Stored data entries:
****************************************
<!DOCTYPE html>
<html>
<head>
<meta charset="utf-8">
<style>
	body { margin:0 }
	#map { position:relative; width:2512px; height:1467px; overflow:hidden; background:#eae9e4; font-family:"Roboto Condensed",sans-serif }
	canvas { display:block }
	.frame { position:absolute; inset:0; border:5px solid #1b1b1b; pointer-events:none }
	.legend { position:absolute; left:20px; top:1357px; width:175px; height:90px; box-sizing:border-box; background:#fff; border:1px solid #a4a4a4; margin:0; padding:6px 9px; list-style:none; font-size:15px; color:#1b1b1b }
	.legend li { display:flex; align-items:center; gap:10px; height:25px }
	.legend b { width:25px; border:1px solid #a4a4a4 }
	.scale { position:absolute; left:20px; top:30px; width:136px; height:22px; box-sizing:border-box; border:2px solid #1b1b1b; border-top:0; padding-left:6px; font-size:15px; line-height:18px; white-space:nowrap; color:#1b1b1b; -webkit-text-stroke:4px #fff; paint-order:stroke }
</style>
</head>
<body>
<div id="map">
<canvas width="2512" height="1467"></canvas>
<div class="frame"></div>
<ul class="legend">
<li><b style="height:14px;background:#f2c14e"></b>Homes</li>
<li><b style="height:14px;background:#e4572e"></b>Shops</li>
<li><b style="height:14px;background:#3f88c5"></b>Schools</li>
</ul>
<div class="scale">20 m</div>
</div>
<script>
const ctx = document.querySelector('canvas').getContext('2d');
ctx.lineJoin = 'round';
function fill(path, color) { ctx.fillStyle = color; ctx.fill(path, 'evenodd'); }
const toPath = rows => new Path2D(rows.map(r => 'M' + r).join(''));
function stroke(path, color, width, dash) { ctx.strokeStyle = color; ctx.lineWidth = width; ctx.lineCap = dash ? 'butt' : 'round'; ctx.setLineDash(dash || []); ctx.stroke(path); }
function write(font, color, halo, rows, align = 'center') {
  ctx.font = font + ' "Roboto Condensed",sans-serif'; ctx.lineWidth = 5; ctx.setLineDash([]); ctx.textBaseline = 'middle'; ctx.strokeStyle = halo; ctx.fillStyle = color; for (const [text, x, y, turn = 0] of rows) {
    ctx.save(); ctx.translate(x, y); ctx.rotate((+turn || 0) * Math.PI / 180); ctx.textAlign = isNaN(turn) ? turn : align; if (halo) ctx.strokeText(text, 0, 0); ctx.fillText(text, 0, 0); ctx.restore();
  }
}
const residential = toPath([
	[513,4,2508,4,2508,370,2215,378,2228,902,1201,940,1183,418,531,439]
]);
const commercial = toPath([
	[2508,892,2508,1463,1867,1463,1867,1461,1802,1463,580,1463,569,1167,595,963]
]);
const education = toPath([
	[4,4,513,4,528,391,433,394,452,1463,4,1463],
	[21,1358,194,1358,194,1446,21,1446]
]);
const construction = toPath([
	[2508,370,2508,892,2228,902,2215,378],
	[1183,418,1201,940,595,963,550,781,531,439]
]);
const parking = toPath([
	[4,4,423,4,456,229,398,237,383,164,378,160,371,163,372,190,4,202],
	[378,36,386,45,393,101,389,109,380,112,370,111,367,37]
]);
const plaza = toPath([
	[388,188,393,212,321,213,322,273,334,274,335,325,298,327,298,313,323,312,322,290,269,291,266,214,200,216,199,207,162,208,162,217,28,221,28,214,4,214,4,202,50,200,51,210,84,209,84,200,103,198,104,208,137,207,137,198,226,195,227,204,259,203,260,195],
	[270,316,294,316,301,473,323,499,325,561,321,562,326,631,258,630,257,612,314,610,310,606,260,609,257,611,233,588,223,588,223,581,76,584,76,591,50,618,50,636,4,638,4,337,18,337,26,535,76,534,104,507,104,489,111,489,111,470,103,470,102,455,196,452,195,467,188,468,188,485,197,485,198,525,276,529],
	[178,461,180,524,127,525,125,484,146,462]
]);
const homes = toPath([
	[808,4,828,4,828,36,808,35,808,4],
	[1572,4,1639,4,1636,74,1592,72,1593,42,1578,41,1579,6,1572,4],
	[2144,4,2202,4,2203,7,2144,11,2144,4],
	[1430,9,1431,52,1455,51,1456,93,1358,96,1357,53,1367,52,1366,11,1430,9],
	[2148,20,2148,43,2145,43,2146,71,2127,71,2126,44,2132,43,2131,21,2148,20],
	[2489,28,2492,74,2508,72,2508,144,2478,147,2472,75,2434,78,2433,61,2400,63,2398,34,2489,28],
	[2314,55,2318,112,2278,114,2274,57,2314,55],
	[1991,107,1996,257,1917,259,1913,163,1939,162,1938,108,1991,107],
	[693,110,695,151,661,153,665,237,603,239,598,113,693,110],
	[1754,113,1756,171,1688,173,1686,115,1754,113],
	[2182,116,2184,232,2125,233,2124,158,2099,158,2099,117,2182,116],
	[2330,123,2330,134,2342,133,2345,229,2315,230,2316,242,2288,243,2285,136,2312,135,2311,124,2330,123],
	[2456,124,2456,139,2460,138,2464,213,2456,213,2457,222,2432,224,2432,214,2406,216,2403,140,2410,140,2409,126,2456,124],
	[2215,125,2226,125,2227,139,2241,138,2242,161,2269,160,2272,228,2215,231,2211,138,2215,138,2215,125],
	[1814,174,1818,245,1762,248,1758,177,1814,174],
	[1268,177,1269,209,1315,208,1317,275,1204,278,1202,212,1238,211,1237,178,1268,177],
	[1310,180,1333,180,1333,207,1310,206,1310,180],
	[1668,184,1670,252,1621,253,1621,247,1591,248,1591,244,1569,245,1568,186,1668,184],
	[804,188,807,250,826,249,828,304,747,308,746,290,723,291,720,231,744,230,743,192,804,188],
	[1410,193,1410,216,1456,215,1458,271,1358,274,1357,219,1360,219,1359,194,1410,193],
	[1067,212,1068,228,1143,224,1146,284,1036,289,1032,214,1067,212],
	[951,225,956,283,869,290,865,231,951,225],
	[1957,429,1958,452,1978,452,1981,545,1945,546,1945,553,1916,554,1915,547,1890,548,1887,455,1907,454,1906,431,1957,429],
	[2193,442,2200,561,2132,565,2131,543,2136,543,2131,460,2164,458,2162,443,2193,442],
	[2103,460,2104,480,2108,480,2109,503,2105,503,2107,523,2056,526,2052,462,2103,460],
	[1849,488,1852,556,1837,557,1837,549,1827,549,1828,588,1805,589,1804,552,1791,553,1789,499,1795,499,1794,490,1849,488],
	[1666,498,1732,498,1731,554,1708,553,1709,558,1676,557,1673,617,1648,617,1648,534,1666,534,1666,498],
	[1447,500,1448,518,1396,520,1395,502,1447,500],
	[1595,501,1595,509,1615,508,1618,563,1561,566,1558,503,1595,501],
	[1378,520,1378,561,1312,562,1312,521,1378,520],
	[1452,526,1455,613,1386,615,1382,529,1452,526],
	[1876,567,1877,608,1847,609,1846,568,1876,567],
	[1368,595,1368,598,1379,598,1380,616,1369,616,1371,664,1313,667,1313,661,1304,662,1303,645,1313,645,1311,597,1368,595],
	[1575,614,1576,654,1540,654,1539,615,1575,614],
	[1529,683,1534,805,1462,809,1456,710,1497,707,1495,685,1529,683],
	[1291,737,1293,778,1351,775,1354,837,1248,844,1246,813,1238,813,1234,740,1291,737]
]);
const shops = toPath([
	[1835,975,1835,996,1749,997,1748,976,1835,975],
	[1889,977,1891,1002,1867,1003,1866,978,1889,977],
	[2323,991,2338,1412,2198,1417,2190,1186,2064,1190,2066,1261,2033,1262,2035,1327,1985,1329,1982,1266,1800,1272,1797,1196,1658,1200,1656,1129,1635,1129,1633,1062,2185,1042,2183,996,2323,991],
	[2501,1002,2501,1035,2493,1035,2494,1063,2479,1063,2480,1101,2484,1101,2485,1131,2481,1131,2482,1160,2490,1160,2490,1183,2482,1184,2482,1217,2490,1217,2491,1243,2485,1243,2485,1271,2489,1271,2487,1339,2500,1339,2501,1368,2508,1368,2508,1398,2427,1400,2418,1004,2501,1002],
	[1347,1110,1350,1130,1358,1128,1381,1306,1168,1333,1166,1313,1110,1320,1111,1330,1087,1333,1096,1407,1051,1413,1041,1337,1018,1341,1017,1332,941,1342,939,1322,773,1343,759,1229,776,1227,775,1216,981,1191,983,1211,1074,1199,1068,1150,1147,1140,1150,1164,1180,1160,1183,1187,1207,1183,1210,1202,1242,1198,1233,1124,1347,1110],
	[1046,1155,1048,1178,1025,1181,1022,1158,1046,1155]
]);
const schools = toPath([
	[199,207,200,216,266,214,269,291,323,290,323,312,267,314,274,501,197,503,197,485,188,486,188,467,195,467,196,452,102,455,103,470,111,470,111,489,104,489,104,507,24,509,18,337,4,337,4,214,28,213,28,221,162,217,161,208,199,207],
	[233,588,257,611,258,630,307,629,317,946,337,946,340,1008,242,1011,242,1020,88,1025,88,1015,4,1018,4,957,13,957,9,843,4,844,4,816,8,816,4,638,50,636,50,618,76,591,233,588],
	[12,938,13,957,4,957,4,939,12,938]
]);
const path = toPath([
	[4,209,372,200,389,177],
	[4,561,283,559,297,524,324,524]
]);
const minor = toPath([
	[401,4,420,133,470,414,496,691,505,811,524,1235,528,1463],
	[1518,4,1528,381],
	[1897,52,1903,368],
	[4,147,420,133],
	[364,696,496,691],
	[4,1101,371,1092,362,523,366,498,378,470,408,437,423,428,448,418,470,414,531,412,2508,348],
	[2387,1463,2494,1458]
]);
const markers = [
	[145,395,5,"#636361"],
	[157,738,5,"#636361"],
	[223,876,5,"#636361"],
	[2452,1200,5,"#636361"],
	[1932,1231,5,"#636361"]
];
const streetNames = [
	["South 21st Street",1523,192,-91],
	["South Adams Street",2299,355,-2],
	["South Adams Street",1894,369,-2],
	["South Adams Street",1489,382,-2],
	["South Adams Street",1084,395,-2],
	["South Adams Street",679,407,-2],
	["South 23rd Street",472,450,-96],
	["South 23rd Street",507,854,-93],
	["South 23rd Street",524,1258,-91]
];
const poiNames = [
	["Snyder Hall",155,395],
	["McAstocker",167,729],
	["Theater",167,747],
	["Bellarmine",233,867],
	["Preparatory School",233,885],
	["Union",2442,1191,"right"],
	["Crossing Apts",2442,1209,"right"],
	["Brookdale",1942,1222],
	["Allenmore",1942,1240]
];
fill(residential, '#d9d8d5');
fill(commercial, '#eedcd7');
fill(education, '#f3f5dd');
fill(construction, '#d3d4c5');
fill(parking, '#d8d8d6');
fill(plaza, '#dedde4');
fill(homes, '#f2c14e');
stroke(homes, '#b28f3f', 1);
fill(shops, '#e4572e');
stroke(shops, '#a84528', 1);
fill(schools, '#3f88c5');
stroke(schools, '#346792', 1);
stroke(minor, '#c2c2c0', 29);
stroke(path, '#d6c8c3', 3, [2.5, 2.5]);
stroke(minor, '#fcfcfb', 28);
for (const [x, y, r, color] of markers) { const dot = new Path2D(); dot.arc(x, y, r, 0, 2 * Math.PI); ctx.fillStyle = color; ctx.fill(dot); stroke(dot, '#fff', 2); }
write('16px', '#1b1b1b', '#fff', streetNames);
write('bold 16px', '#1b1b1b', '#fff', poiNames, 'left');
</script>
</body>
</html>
****************************************
## AIM OF THE EXERCISE
Copy exactly the lines that run from the first line of the data to the line containing "const toPath = rows", please, with both ends included and nothing else.

## ANSWER TO THIS PROBLEM
<!DOCTYPE html>
<html>
<head>
<meta charset="utf-8">
<style>
	body { margin:0 }
	#map { position:relative; width:2512px; height:1467px; overflow:hidden; background:#eae9e4; font-family:"Roboto Condensed",sans-serif }
	canvas { display:block }
	.frame { position:absolute; inset:0; border:5px solid #1b1b1b; pointer-events:none }
	.legend { position:absolute; left:20px; top:1357px; width:175px; height:90px; box-sizing:border-box; background:#fff; border:1px solid #a4a4a4; margin:0; padding:6px 9px; list-style:none; font-size:15px; color:#1b1b1b }
	.legend li { display:flex; align-items:center; gap:10px; height:25px }
	.legend b { width:25px; border:1px solid #a4a4a4 }
	.scale { position:absolute; left:20px; top:30px; width:136px; height:22px; box-sizing:border-box; border:2px solid #1b1b1b; border-top:0; padding-left:6px; font-size:15px; line-height:18px; white-space:nowrap; color:#1b1b1b; -webkit-text-stroke:4px #fff; paint-order:stroke }
</style>
</head>
<body>
<div id="map">
<canvas width="2512" height="1467"></canvas>
<div class="frame"></div>
<ul class="legend">
<li><b style="height:14px;background:#f2c14e"></b>Homes</li>
<li><b style="height:14px;background:#e4572e"></b>Shops</li>
<li><b style="height:14px;background:#3f88c5"></b>Schools</li>
</ul>
<div class="scale">20 m</div>
</div>
<script>
const ctx = document.querySelector('canvas').getContext('2d');
ctx.lineJoin = 'round';
function fill(path, color) { ctx.fillStyle = color; ctx.fill(path, 'evenodd'); }
const toPath = rows => new Path2D(rows.map(r => 'M' + r).join(''));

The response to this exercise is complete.